Jeune enjoyed watching his team play, but it was stressful because the game was tied until the very last few seconds of the game.
“The last part of the game was awesome, I still can’t sleep. I was so excited I ran to the field and I almost got thrown out of the game though because they still had two or three seconds left in the game. I just couldn’t believe it,” Jeune said. “To win the state cup, that’s a big deal. That’s a big deal for the kids.”
After such a big game, and ending on a high note, Jeune is retiring from coaching and his current job, because he and his wife want to be closer to their kids and grandkids who live in New York.
“I believe I’m done with it, but we’ll see,” he said.

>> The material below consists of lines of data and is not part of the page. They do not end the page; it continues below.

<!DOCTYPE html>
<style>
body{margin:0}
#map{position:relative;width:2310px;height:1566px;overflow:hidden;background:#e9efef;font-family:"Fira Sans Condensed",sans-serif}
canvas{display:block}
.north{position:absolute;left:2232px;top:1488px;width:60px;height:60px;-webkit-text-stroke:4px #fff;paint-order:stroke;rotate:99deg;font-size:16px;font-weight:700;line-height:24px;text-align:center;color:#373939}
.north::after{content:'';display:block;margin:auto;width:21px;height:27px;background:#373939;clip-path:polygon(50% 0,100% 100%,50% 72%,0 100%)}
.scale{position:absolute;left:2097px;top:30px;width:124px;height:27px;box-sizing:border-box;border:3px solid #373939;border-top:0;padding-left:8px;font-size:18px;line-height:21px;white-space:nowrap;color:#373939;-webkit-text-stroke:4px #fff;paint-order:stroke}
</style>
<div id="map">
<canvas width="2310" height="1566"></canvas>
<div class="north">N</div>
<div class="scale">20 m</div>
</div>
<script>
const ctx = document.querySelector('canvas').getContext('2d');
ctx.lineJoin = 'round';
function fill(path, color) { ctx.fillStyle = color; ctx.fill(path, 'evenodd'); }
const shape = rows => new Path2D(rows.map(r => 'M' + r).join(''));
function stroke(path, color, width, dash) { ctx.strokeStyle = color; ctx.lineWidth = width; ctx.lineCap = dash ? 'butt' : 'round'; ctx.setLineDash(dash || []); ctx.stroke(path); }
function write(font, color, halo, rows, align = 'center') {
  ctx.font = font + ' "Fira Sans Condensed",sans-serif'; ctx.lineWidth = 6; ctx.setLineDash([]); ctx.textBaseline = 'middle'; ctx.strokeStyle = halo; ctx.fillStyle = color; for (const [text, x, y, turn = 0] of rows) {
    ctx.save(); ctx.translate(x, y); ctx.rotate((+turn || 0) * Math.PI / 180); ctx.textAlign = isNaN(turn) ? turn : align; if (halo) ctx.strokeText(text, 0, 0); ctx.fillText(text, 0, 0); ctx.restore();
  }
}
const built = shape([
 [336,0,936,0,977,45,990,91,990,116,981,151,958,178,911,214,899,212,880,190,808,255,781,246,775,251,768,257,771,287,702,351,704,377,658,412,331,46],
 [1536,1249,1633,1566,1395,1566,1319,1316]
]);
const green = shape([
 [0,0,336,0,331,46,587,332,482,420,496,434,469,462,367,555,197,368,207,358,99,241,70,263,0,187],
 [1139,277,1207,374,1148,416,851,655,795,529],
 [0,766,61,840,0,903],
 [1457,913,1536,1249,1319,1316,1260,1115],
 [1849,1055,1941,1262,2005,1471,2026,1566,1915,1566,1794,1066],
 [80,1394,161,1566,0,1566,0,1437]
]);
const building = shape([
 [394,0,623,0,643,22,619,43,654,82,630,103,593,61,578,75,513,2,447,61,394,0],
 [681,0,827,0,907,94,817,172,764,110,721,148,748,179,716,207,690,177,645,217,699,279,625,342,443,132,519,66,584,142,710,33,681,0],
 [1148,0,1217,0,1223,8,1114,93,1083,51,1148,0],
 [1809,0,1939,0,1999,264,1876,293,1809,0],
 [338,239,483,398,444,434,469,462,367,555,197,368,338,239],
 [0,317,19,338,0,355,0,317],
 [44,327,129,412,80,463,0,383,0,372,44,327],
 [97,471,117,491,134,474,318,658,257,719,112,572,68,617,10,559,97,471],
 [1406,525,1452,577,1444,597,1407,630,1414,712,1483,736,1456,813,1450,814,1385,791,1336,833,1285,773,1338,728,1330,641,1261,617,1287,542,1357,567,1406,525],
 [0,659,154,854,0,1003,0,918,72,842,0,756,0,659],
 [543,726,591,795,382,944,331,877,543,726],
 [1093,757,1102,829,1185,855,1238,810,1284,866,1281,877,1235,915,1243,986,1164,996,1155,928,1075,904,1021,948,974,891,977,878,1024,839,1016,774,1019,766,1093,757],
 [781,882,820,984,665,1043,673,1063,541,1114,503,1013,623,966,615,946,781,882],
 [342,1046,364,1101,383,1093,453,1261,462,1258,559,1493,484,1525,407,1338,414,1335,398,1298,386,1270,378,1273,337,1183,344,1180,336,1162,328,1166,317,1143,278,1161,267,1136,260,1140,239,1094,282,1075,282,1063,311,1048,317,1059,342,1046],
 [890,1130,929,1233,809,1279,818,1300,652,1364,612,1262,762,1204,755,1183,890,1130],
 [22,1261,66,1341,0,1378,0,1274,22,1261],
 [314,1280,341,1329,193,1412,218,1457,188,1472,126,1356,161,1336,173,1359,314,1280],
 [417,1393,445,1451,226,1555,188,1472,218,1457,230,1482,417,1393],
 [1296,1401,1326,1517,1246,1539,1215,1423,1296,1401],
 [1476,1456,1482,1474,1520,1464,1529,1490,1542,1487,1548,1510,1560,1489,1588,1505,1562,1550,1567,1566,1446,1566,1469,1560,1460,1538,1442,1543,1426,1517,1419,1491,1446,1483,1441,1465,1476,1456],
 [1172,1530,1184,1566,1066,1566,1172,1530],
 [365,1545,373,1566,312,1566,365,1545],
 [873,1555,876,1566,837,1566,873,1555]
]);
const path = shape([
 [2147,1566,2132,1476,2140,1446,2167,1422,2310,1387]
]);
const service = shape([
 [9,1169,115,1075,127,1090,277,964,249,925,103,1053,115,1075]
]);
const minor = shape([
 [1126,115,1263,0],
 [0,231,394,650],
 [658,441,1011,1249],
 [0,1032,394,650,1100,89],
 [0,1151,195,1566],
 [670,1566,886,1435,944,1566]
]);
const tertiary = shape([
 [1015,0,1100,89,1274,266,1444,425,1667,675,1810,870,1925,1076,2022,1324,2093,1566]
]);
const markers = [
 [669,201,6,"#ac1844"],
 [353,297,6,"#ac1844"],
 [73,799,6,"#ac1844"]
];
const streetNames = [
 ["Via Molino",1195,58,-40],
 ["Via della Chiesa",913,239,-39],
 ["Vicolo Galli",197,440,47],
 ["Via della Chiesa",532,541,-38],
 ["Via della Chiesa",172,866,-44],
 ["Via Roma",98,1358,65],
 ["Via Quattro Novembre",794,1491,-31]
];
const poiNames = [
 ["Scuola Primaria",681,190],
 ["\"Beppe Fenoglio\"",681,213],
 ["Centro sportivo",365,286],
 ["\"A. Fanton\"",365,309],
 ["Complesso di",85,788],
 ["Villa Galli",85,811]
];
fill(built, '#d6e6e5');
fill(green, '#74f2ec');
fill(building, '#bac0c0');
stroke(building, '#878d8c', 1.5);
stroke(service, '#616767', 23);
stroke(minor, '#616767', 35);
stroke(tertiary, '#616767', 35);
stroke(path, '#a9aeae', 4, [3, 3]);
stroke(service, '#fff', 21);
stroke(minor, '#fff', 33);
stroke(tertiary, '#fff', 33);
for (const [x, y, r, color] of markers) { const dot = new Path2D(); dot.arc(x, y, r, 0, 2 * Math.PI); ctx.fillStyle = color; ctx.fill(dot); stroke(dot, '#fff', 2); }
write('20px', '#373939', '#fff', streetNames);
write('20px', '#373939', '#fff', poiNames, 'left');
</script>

His grandkids are around 3 and 5 years old he said, so when they get older he said he might want to teach them the game, like he did for his kids when they were growing up.
No matter where he goes, Jeune said he always finds someone he knows.
He said he and his family went on a trip to Hawaii in the 90s for vacation and found a player he had coached when the player was much younger.
“Suddenly this guy in a Navy uniform starts yelling ‘coach Leon, coach Leon!’ And I thought ‘Who is what?’ And then he ran and came and hugged me. It was one of my soccer players,” Jeune said.
Although he said he sees someone everywhere he goes, it’s going to be hard for him not to coach anymore.
“I think I’m going to miss not being there to teach the game and see the players,” Jeune said.
Jeune said anyone can play soccer, you just have to put your all into it and never give up.
‘Soccer is a universal game, no matter what country you’re from, he said. “I keep telling them it’s what you put in the game, you get out of it.”